■ RECORDS PROVIDED

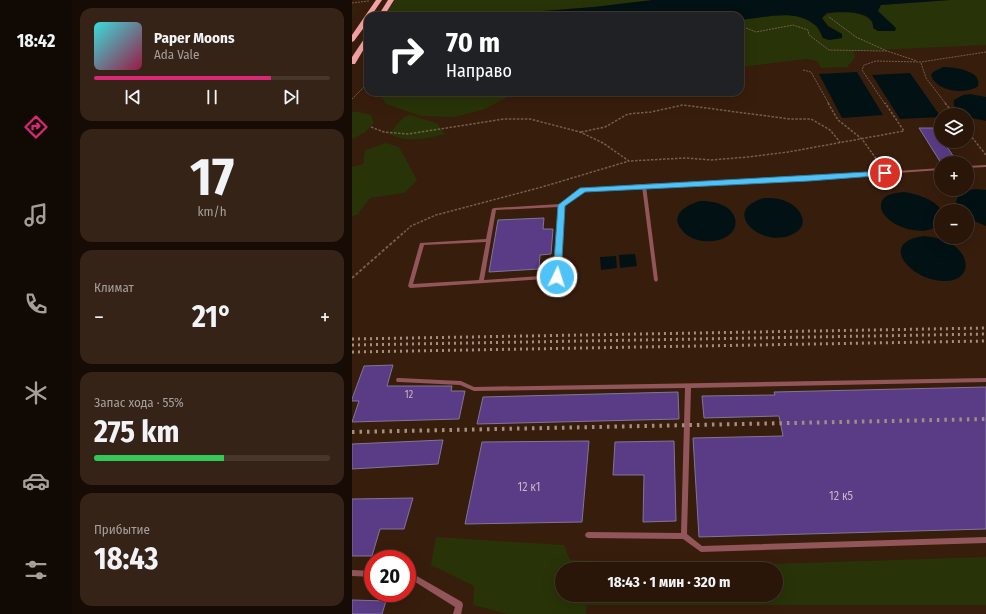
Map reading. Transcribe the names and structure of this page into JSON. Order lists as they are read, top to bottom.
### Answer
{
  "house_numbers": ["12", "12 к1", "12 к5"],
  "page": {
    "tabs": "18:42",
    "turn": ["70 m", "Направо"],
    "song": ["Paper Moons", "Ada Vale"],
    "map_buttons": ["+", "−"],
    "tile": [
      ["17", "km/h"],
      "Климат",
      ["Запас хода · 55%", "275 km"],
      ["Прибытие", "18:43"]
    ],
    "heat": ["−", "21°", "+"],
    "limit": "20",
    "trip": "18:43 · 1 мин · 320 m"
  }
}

■ PROBLEM DETAILS
Only the text of the listing above should be copied, exactly and with pictures left out.

■ WORKED SOLUTION
Map reading. Transcribe the names and structure of this page into JSON. Order lists as they are read, top to bottom.
### Answer
{
  "house_numbers": ["12", "12 к1", "12 к5"],
  "page": {
    "tabs": "18:42",
    "turn": ["70 m", "Направо"],
    "song": ["Paper Moons", "Ada Vale"],
    "map_buttons": ["+", "−"],
    "tile": [
      ["17", "km/h"],
      "Климат",
      ["Запас хода · 55%", "275 km"],
      ["Прибытие", "18:43"]
    ],
    "heat": ["−", "21°", "+"],
    "limit": "20",
    "trip": "18:43 · 1 мин · 320 m"
  }
}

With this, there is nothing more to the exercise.